● **Goal of the exercise**
Report every line of the listing below in which the string "República" appears.

● **Exercise material**
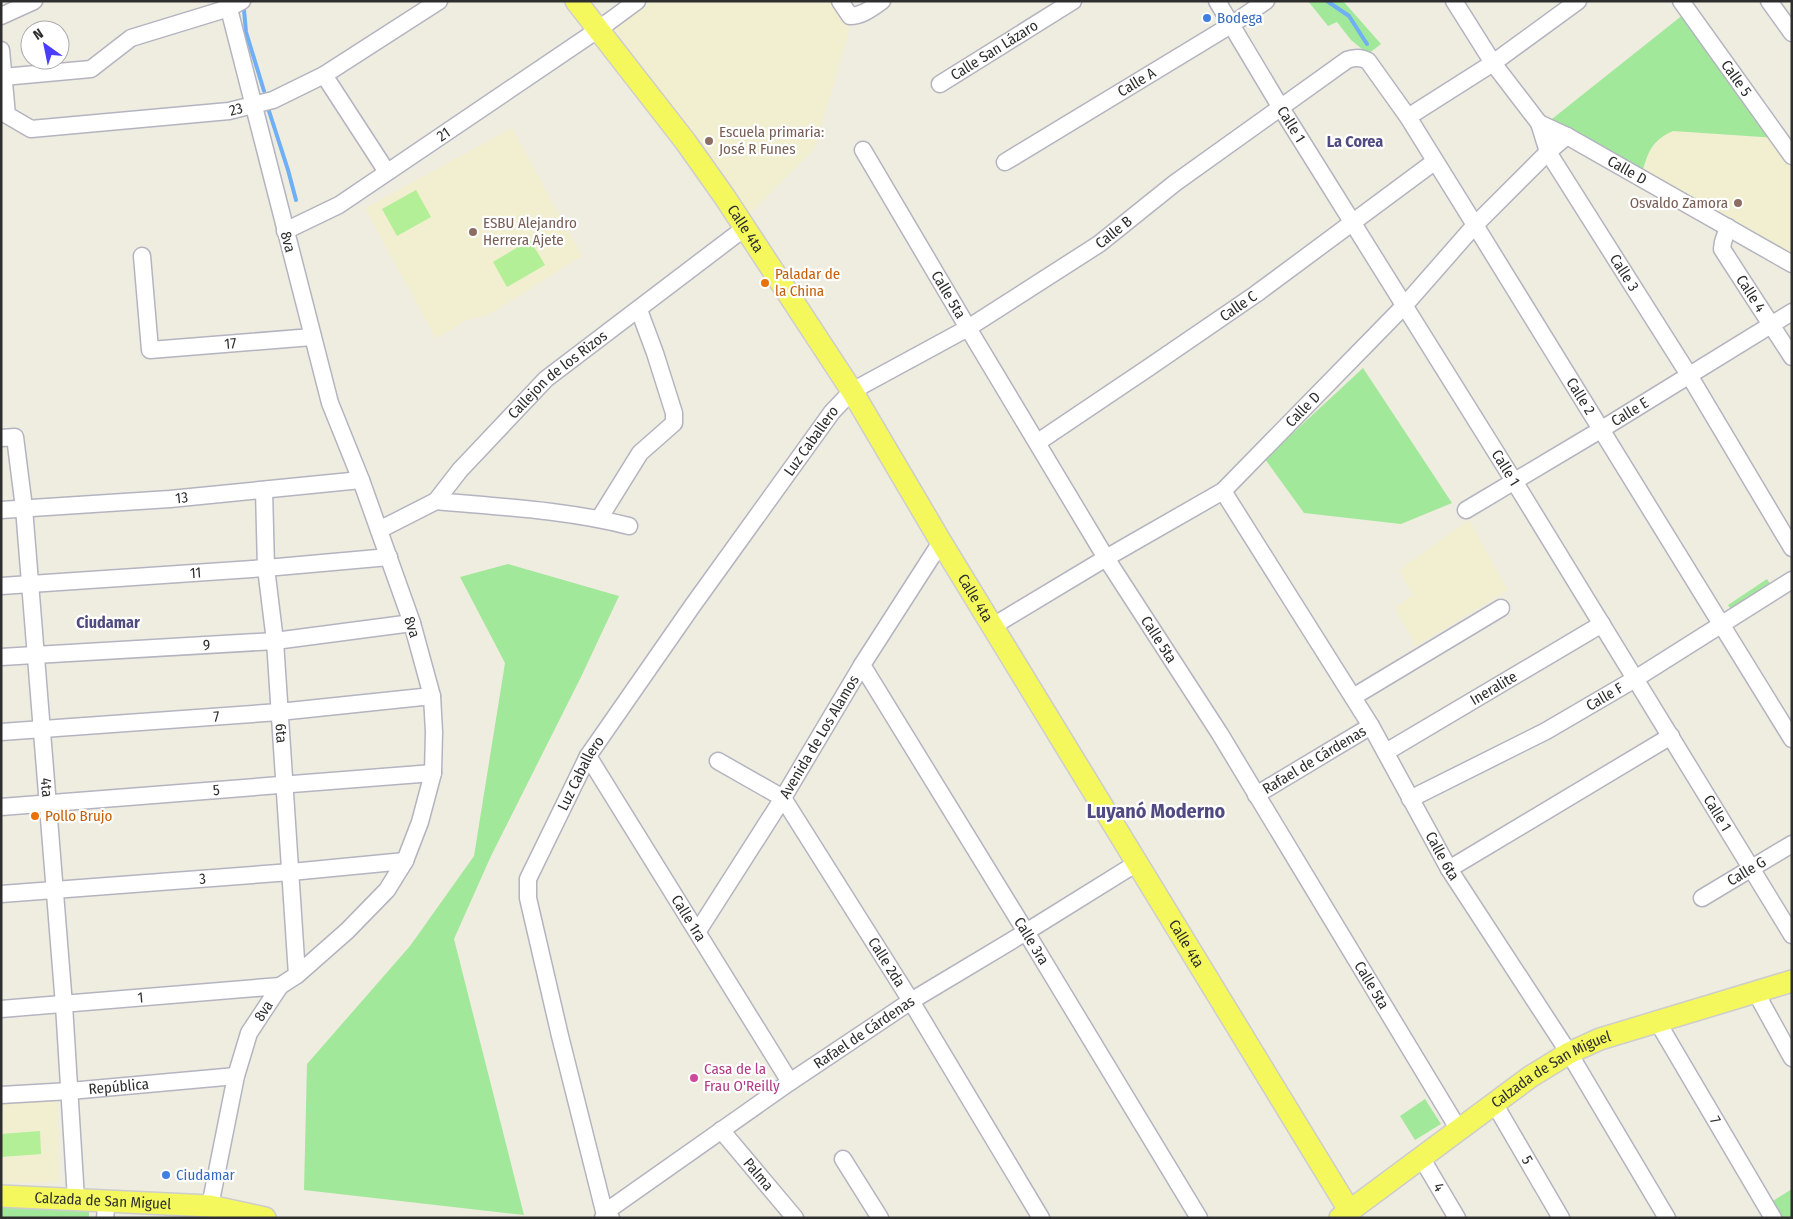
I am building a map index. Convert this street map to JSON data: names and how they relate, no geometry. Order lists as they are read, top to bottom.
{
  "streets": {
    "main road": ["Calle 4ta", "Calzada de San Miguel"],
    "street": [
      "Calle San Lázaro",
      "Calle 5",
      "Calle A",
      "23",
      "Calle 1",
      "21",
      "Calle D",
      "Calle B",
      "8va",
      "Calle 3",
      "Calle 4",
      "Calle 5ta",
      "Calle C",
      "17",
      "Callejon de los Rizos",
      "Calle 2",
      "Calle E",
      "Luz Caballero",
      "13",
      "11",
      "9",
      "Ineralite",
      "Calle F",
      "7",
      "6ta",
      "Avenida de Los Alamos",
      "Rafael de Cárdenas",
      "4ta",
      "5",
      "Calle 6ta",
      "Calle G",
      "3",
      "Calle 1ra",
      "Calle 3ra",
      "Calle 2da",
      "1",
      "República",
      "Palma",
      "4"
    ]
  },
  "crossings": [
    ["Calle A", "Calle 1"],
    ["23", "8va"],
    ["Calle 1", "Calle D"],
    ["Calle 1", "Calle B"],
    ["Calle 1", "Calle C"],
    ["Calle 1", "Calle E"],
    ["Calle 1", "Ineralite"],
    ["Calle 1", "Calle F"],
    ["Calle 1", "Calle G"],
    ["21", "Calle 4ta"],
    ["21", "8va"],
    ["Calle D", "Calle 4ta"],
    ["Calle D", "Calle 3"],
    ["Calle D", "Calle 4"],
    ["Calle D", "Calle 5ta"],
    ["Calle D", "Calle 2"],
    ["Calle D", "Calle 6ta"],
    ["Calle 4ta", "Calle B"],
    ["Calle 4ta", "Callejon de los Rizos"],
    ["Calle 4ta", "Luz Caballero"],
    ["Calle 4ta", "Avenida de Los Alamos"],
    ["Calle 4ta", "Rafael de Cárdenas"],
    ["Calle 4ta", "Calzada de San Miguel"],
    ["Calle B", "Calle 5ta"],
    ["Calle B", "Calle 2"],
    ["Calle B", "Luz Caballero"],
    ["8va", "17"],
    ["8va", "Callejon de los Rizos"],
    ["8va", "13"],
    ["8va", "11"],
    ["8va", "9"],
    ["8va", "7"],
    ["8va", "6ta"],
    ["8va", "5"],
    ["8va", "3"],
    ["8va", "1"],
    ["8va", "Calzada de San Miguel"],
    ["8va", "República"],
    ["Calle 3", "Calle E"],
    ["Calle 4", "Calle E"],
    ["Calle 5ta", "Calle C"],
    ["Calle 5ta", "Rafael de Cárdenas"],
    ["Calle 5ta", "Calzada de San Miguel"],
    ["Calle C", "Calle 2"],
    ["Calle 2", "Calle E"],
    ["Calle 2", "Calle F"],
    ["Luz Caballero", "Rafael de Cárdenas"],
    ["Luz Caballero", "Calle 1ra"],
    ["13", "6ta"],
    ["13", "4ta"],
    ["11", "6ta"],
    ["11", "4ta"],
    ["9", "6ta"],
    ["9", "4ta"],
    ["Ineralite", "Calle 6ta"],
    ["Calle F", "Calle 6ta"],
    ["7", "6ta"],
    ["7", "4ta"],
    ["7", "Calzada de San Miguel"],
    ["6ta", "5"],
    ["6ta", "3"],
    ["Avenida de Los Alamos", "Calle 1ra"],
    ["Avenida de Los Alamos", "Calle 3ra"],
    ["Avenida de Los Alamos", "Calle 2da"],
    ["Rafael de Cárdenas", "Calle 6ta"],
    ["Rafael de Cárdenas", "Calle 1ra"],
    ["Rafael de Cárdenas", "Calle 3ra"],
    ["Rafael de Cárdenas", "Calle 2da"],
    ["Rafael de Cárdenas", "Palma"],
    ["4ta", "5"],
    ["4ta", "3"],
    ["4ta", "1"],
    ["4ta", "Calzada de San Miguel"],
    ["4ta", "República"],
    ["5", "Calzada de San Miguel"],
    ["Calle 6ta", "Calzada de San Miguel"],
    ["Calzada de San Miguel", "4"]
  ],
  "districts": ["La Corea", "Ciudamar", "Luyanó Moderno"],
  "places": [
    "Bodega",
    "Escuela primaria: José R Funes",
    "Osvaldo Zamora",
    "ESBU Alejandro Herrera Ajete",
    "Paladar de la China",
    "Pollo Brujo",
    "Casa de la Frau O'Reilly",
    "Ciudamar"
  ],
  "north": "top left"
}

● **Answer to the problem**
      "República",
    ["8va", "República"],
    ["4ta", "República"],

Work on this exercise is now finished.